This August 26, 2010, file photo, shows the view from inside a Boeing 787 full-flight simulator in Renton, Washington. The Federal Aviation Administration’s efforts to ensure airline pilots keep up their flying skills and get full training on how to monitor their cockpits’ sophisticated automated control systems are falling short, according to a report by a government watchdog.
The government is falling short in ensuring airline pilots keep up their flying skills and get full training on how to monitor sophisticated automated control systems in cockpits, according to the Transportation Department's internal watchdog.
Most airline flying today is done through automated systems that pilots closely monitor. Pilots typically use manual flying skills only briefly during takeoffs and landings. Studies and accident investigations have raised concern that pilots' manual flying skills are becoming rusty and that pilots have a hard time staying focused on instrument screens for long periods.
But the Federal Aviation Administration isn't making sure that airline training programs adequately address the ability of pilots to monitor the flight path, automated systems and actions of other crew members, the Transportation Department's Office of Inspector General found. Only five of 19 airline flight simulator training plans reviewed by investigators specifically mentioned pilot monitoring.
The FAA also isn't well positioned to determine how often airline pilots get a chance to manually fly planes and hasn't ensured that airline training programs adequately focus on manual flying, according to the report, obtained by The Associated Press. It has not been released publicly.
In January 2013, the agency issued a safety alert to airlines encouraging them to promote opportunities for pilots to practice manual flying in day-to-day operations and during pilot training. Buy the FAA hasn't followed up to determine whether airlines are following the recommendation, the report said.
The FAA published new rules in 2013 requiring airlines to update their training programs to enhance pilot monitoring and manual flying skills, but the agency is still working on guidance to airlines on how to do that, the report said. Airlines aren't required to comply with the rules until 2019, the report said.
"Because FAA hasn't determined how carriers should implement the new requirements or evaluated whether pilots manual flying time has increased, the agency is missing important opportunities to ensure that pilots maintain skills needed to safely fly and recover in the event of a failure with flight deck automation or an unexpected event," the report said.
The rules on enhancing training were prompted in part by the 2009 crash of a regional airliner while approaching Buffalo, New York. The crash killed all 49 people on board and a man on the ground.
An investigation by the National Transportation Safety Board revealed that the pilots weren't closely monitoring the plane's airspeed, which began to decrease to dangerously slow levels. Thus the captain was startled when a safety system called a "stick shaker" automatically went on, violently rattling the control yoke. Instead of pointing the plane downward to pick up speed, the captain pulled back on the yoke to increase altitude. That slowed the plane even more, leading to an aerodynamic stall. The plane fell from the sky and landed on a house.
The board concluded that the monitoring errors by the flight crew demonstrated the need for more specific training on active monitoring skills.
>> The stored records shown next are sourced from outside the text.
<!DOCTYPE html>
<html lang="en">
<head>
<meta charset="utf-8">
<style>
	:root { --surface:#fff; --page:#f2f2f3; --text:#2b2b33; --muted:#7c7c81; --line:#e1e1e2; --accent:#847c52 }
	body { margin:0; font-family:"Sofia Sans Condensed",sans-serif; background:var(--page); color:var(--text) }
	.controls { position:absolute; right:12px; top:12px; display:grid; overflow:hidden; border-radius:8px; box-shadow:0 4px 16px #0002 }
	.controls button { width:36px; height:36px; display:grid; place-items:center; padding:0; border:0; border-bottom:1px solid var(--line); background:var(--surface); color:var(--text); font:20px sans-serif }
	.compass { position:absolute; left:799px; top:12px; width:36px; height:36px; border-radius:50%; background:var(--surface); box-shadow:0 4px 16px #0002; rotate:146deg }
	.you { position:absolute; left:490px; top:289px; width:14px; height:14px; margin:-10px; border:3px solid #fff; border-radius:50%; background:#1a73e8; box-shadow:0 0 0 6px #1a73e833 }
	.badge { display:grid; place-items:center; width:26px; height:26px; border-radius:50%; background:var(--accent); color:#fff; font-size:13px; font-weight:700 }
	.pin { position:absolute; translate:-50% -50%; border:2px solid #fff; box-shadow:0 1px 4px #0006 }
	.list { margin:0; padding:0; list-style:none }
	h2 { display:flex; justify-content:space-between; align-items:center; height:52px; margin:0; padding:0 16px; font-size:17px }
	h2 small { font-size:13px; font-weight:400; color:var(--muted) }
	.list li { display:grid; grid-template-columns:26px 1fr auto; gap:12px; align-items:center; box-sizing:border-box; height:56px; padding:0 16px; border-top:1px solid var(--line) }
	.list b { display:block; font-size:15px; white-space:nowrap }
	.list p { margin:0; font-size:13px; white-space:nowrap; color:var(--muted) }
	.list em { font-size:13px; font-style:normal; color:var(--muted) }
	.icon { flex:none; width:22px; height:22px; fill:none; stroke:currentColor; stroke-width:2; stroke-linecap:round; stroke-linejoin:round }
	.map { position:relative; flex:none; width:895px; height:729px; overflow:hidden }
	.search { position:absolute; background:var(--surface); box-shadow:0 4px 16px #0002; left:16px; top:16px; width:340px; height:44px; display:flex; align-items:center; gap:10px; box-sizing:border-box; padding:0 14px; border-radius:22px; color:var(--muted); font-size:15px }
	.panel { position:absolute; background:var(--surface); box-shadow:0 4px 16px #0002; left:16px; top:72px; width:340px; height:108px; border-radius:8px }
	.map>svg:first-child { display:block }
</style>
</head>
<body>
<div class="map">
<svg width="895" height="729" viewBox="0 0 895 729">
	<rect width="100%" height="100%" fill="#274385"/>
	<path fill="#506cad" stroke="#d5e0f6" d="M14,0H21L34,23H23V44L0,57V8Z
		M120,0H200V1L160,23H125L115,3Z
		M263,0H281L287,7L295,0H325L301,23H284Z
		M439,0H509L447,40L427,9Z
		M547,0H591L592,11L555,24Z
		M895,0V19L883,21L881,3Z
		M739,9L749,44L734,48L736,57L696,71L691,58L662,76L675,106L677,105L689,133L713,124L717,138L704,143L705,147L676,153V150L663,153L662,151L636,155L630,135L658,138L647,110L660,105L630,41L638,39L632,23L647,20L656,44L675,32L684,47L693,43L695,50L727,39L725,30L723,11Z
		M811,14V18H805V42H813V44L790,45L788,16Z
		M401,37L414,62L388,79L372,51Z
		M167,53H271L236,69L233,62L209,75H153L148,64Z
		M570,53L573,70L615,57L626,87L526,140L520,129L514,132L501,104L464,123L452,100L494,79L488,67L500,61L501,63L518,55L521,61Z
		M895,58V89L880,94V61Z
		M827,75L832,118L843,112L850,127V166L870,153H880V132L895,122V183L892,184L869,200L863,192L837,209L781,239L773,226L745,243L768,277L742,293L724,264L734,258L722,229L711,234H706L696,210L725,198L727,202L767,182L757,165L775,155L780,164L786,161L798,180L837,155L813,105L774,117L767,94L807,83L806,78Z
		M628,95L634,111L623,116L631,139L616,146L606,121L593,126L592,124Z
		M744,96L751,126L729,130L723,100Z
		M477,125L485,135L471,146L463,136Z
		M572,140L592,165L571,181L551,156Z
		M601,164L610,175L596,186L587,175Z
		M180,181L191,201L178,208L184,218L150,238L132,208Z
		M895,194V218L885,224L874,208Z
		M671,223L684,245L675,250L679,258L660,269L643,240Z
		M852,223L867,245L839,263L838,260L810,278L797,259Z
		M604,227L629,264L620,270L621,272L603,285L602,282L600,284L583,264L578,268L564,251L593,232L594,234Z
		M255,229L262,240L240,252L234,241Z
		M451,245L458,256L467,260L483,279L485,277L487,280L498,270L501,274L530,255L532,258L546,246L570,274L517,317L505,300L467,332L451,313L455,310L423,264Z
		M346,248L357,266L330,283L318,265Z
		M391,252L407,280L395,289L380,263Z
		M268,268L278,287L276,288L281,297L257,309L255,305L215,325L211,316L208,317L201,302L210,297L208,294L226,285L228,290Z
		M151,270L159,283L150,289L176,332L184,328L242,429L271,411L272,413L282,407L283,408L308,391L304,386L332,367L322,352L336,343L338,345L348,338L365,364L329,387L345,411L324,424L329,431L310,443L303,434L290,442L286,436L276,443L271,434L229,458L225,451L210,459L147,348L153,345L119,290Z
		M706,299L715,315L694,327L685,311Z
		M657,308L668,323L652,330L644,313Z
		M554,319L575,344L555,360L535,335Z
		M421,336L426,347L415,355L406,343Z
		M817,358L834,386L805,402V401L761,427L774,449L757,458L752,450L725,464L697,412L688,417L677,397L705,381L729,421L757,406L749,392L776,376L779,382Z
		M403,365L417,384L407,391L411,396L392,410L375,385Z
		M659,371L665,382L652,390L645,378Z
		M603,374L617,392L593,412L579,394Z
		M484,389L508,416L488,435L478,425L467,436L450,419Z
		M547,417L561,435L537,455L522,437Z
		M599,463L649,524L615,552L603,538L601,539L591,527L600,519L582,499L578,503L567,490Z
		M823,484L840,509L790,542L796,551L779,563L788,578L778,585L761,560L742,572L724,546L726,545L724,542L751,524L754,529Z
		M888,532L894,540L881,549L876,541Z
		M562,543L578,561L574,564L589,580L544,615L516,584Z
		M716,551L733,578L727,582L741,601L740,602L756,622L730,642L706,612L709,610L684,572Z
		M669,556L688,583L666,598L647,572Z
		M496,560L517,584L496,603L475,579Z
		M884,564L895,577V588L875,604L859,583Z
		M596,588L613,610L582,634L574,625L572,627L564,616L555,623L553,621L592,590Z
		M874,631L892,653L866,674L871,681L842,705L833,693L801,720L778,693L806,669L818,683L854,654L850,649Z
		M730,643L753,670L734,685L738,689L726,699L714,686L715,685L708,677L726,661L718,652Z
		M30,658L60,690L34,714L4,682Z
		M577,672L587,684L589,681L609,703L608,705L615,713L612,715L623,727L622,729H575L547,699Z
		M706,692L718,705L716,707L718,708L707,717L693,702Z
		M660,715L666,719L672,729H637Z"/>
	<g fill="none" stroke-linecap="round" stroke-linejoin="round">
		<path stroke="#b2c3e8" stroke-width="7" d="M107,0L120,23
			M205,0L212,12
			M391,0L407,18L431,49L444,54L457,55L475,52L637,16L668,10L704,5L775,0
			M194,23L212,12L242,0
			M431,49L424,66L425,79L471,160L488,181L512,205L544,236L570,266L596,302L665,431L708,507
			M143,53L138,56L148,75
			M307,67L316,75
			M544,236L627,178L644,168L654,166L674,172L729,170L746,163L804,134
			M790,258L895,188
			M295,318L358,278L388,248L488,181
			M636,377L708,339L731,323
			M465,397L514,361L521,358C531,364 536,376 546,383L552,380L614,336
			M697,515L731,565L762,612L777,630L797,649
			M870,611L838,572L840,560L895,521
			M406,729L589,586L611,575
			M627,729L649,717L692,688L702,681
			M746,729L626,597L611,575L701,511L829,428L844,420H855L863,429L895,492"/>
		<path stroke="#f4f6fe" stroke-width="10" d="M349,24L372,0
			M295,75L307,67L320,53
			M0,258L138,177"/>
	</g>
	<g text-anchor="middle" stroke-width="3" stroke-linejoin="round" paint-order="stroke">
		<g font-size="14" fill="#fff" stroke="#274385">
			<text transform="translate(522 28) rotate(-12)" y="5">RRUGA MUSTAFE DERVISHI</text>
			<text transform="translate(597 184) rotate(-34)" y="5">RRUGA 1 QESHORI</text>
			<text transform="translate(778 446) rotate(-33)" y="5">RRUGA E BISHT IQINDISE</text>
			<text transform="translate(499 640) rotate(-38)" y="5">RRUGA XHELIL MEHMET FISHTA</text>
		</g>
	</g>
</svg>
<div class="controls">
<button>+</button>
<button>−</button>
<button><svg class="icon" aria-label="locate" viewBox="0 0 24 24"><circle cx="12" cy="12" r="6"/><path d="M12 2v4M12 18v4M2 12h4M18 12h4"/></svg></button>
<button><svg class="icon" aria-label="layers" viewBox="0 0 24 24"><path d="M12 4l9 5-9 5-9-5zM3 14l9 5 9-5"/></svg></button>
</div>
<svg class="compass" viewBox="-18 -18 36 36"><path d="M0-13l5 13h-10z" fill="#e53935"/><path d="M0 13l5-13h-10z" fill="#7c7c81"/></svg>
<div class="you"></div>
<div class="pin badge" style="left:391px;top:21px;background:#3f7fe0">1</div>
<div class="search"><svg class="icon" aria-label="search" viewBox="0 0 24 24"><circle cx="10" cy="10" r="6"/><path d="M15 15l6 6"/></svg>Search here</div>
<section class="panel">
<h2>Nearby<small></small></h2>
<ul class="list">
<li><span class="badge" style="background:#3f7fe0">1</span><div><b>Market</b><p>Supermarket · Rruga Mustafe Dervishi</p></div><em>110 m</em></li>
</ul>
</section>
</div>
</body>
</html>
The U.S. and other countries are transitioning to satellite-based air traffic systems and reducing their reliance on radar. Among the advantages of satellite-based navigation is that pilots can fly planes closer together. That allows more takeoffs and landings, and reduces congestion to meet growing demands for air travel. But the precision of automation is necessary in order for planes to safely fly closer together.
As automation increases, pilots have fewer opportunities to use manual flying skills. Industry studies and committees have found that pilots who don't get to use their manual flying skills may not be prepared to handle unexpected events. Two of the nine airlines visited by investigators actively discouraged pilots from manual flying under normal conditions.
"The opportunities air carrier pilots have during live operations to main proficiency in manual flight are limited and likely to diminish," the report said. "While the FAA has taken steps to emphasize the importance of pilots' manual flying and monitoring skills, the agency can and should do more to ensure that carriers are sufficiently training their pilots on these skills."
Clay Foushee, the FAA's director of audits and evaluations, said in comments submitted to the inspector general that the FAA is concerned about "an overreliance on automation and the importance of training pilots to handle unexpected events and manually fly an aircraft."
He said the FAA agrees with a recommendation about developing standards to determine whether pilots have enough opportunities to practice manual flying skills.
The FAA hopes to provide guidance to airlines on pilot monitoring by Jan. 31, 2017, he said.